In the entries that follow, how many lines hold "buttons"? Nothing but the number is expected.

# # # # # # #

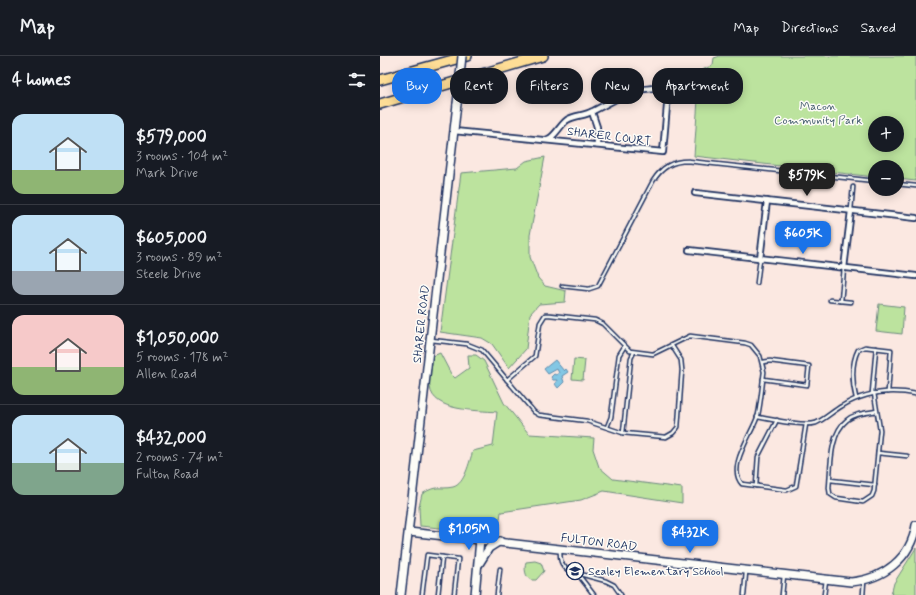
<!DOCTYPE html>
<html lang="en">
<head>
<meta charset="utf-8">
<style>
	:root { --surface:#171b24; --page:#242831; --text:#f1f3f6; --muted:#9ea1a6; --line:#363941; --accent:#1a73e8 }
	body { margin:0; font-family:Mynerve,sans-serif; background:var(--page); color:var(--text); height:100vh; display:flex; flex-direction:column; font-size:15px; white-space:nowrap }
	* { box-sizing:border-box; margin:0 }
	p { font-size:13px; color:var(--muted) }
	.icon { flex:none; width:22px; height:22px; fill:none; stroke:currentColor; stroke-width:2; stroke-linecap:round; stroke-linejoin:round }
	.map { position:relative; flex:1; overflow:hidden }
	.sheet { display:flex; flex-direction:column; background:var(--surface); width:380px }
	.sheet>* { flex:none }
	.banner { position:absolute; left:12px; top:12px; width:380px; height:36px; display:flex; gap:8px }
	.buttons { position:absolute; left:488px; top:60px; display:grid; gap:8px }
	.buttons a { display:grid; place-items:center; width:36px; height:36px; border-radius:50%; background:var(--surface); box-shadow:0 2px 10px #0003; font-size:20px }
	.price { position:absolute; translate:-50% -34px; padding:0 9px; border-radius:8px; background:var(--accent); color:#fff; font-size:13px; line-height:26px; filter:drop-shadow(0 1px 2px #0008) }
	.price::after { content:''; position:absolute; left:50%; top:24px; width:12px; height:9px; margin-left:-6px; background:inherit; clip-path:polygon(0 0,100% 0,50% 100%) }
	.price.current { background:#222; color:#fff }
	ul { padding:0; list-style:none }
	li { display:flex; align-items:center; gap:12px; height:100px; padding:0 12px }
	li+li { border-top:1px solid var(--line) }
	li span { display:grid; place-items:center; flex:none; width:112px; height:80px; border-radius:12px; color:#555 }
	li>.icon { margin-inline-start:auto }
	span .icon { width:48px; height:48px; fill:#fffc; stroke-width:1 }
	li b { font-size:17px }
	h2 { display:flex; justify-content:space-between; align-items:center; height:48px; padding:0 12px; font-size:17px }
	.tag { padding:0 14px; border-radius:16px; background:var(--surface); box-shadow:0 2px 10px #0003; font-size:14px; line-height:36px }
	.tag.current { background:var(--accent); color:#fff }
	header { display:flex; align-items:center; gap:24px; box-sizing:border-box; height:56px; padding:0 20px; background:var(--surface); border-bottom:1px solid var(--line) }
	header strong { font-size:19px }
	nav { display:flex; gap:22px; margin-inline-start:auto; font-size:14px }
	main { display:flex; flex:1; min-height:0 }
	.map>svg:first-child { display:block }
	.green { fill:#bce39e; stroke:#6c897e; fill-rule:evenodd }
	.water { fill:#83c7e4; stroke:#598aae }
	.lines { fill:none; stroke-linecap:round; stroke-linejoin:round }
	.lane-casing { stroke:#1b2f5e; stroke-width:5.5 }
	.street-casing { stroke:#1b2f5e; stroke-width:8 }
	.secondary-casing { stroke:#1b2f5e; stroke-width:10 }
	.highway-casing { stroke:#1b2f5e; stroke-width:12 }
	.lane { stroke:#fdfcf7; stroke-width:2.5 }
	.street { stroke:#fdfcf7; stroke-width:4.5 }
	.secondary { stroke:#fdfcf7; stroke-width:7 }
	.highway { stroke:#fedd96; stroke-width:9 }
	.secondary-bridge-casing { stroke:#1b2f5e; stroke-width:10; stroke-linecap:butt }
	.secondary-bridge { stroke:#fdfcf7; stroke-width:7 }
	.labels { text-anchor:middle; stroke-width:3; stroke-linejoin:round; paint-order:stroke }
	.park-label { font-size:12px; fill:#435c6e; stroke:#fdfcf7 }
	.street-label { font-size:12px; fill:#1b2f5e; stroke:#fdfcf7 }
	.poi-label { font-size:12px; fill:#1b2f5e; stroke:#fdfcf7; text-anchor:start }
</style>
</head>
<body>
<header>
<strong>Map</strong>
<nav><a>Map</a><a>Directions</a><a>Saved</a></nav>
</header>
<main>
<section class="sheet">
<h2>4 homes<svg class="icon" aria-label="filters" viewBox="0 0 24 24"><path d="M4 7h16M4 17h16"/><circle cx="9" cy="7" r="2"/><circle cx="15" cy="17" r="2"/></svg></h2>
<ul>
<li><span style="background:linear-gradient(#bfe0f5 70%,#8fb573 0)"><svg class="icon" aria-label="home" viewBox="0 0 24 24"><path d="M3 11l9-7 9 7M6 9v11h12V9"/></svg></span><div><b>$579,000</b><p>3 rooms · 104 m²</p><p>Mark Drive</p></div></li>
<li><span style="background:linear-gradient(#bfe0f5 70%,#9aa5b1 0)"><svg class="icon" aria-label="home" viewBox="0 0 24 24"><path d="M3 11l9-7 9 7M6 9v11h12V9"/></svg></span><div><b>$605,000</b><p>3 rooms · 89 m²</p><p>Steele Drive</p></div></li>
<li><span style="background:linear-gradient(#f6c9c9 65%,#8fb573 0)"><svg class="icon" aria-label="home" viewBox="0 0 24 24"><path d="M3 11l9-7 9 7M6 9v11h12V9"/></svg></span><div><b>$1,050,000</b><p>5 rooms · 178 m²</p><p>Allen Road</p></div></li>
<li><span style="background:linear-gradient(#bfe0f5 60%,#7fa58c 0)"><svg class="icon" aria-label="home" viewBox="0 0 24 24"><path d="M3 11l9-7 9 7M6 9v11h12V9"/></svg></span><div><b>$432,000</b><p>2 rooms · 74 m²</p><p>Fulton Road</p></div></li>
</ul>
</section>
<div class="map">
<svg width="536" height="539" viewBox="0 0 536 539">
	<rect width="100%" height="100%" fill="#fbe8e1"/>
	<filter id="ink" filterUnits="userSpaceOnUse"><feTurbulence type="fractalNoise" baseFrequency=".025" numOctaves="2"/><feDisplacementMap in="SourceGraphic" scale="8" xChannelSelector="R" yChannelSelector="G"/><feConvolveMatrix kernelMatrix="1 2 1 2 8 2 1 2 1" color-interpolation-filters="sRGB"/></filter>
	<g filter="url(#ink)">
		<g class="green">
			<path d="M 340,0 L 536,0 L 536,125 L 517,123 L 517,111 L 495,111 L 495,121 L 314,100 L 320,15 L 333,9 L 334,2 ZM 495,67 L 517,67 L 517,89 L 495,89 Z"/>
			<polygon points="165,101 150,179 150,201 158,222 165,230 186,235 185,246 159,248 150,258 146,293 129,312 112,288 102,282 60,276 81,117 137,112 146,105"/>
			<polygon points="499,248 524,251 522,278 496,275"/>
			<path d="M 60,297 L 71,318 L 75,322 L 89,312 L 88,299 L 96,299 L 104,305 L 124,347 L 149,378 L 214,382 L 213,393 L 219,411 L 233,423 L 302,432 L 302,447 L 224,435 L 201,444 L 121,456 L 118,478 L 40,470 L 39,451 L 42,438 C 58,428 58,434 73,431 C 85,428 89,406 93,395 L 113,390 L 117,356 C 97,354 53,356 50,331 C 48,322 52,310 53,300 Z"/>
			<polygon points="194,303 205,304 203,324 192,323"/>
			<polygon points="536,492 536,539 511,539 514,527"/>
			<path d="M 155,505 L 161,507 L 164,515 L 156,524 L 151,524 C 145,521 144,512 146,506 Z"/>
		</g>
		<polygon class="water" points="175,304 184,315 186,313 188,316 182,320 184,326 178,332 175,328 177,324 173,324 171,321 174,318 176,319 179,317 177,313 168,318 164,313"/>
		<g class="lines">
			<defs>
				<g id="lane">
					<polyline points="517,128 536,130"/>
					<polyline points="471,154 473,131"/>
					<polyline points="377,227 380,203"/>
					<path d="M 182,230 L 209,233 L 218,230 L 273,125 C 282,111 292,105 308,105 L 495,125"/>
					<polyline points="450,244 471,246"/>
					<polyline points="461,245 464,212"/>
					<polyline points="51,284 87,288 102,294 154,356 159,359 207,365 243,377 286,381 293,377 298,371 302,314 301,304 292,290"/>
					<polyline points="383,306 390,305 429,310 427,329 383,323"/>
					<path d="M 127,324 L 155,300 L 160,267 L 165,259 L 170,259 L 215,264 L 223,268 L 250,295 L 273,298 L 310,280 L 365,287 L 371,289 L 380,300 L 384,316 C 382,330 381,345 378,359 C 373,377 346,411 362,428 L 407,434 L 416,430 L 426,368"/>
					<polyline points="492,337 496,292"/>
					<path d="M 494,337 L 500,374 L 494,435 L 492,440 L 483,446 L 456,442 L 450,438 L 449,432 C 451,412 449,378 467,364 C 475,357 487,357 497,355"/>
					<path d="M 476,342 C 472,327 471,308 478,294 L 485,291 L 511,294 L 508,336"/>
					<path d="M 377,361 C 391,363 423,371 436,367 C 445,363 453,355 462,350 C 485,336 509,333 536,338"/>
					<polyline points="227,371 231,361 239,299 244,291"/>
					<polyline points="243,377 251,302 254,296"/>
					<polyline points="498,397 527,400"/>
					<polyline points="450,424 495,429"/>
					<polyline points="376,430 378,401 397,364"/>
					<path d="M 180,493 C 180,504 180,508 189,515 L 226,525 L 234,529 L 241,539"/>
					<polyline points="197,517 214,539"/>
					<polyline points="42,539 47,499 78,503 74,539"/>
					<polyline points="58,539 62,501"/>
					<polyline points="117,539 120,513"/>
					<polyline points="364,539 366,516"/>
					<polyline points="402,539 404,519"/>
					<polyline points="444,539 446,524"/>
					<polyline points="483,539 484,524"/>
				</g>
				<g id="street">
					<polyline points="212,56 217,71 217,89"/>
					<path d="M 74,75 L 283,96 L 288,38 L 283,33 L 279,32 C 250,32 238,43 213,55 C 205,60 195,59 187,64 C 180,69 175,81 168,83"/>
					<polyline points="315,137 536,162"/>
					<polyline points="309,194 536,220"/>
					<polyline points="380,203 387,145"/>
					<polyline points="464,212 471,155"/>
				</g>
				<g id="secondary">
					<path d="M 29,476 L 471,526 C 504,523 531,502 536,469"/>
					<polyline points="99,508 109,492 120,485"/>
					<polyline points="21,539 77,48"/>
					<polyline points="95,539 100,483"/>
				</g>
				<g id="highway">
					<polyline points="0,24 87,0"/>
					<polyline points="0,48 163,0"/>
				</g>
			</defs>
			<use href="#lane" class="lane-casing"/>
			<use href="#street" class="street-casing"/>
			<use href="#secondary" class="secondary-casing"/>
			<use href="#highway" class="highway-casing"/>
			<use href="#lane" class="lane"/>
			<use href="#street" class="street"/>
			<use href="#secondary" class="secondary"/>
			<use href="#highway" class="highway"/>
			<defs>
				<polyline id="secondary-bridge" points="77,48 82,0"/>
			</defs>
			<use href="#secondary-bridge" class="secondary-bridge-casing"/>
			<use href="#secondary-bridge" class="secondary-bridge"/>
		</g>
	</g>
	<defs>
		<symbol id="school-ring" viewBox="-11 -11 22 22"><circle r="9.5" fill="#fdfcf7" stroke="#1b2f5e" stroke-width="1.5"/><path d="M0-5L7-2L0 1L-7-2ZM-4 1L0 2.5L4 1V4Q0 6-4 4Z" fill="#1b2f5e"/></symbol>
	</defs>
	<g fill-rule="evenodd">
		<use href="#school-ring" x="185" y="505" width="20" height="20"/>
	</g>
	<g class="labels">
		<g class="park-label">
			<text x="438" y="54">Macon<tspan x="438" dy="14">Community Park</tspan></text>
		</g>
		<g class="street-label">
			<text transform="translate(229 80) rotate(7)" y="4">SHARER COURT</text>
			<text transform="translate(41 268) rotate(-84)" y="4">SHARER ROAD</text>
			<text transform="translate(219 486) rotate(7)" y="4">FULTON ROAD</text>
		</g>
		<g class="poi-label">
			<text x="208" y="519">Sealey Elementary School</text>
		</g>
	</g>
</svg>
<div class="buttons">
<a>+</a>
<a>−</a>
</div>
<b class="price current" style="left:427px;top:141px">$579K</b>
<b class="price" style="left:423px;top:199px">$605K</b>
<b class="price" style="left:89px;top:495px">$1.05M</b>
<b class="price" style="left:310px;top:498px">$432K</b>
<div class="banner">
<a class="tag current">Buy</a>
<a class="tag">Rent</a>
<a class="tag">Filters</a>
<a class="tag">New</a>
<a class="tag">Apartment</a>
</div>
</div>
</main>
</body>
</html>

# # # # # # #

# THE COMPLETED TASK
3